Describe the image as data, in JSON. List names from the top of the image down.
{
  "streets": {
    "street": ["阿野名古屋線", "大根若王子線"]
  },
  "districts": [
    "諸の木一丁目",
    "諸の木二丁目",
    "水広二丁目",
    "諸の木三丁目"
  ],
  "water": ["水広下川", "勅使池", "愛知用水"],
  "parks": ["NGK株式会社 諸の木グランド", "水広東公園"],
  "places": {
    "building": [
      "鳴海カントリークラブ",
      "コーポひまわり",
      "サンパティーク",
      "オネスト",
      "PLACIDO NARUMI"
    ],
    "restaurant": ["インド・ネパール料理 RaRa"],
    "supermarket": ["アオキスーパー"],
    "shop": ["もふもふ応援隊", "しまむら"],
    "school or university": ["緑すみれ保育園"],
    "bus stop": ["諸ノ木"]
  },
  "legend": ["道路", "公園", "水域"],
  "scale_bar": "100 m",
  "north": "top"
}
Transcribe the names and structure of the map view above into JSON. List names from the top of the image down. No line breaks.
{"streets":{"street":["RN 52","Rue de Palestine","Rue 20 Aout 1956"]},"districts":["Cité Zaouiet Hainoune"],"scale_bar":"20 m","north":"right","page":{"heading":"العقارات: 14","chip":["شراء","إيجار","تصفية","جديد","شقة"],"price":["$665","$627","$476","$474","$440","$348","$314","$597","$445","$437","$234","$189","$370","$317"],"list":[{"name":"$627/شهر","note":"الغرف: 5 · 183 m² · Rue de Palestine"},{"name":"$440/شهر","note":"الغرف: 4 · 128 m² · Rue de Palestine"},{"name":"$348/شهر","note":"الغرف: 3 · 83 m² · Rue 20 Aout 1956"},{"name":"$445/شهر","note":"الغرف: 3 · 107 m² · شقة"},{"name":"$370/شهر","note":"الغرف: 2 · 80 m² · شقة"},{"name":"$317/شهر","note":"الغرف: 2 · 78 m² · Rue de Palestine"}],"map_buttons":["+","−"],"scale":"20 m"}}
────────────────
YOUR TASK: Copy exactly, please, the span of lines that begins at the line with "Transcribe the names" and ends at the last line of the data, both included.

SOLUTION:
Transcribe the names and structure of the map view above into JSON. List names from the top of the image down. No line breaks.
{"streets":{"street":["RN 52","Rue de Palestine","Rue 20 Aout 1956"]},"districts":["Cité Zaouiet Hainoune"],"scale_bar":"20 m","north":"right","page":{"heading":"العقارات: 14","chip":["شراء","إيجار","تصفية","جديد","شقة"],"price":["$665","$627","$476","$474","$440","$348","$314","$597","$445","$437","$234","$189","$370","$317"],"list":[{"name":"$627/شهر","note":"الغرف: 5 · 183 m² · Rue de Palestine"},{"name":"$440/شهر","note":"الغرف: 4 · 128 m² · Rue de Palestine"},{"name":"$348/شهر","note":"الغرف: 3 · 83 m² · Rue 20 Aout 1956"},{"name":"$445/شهر","note":"الغرف: 3 · 107 m² · شقة"},{"name":"$370/شهر","note":"الغرف: 2 · 80 m² · شقة"},{"name":"$317/شهر","note":"الغرف: 2 · 78 m² · Rue de Palestine"}],"map_buttons":["+","−"],"scale":"20 m"}}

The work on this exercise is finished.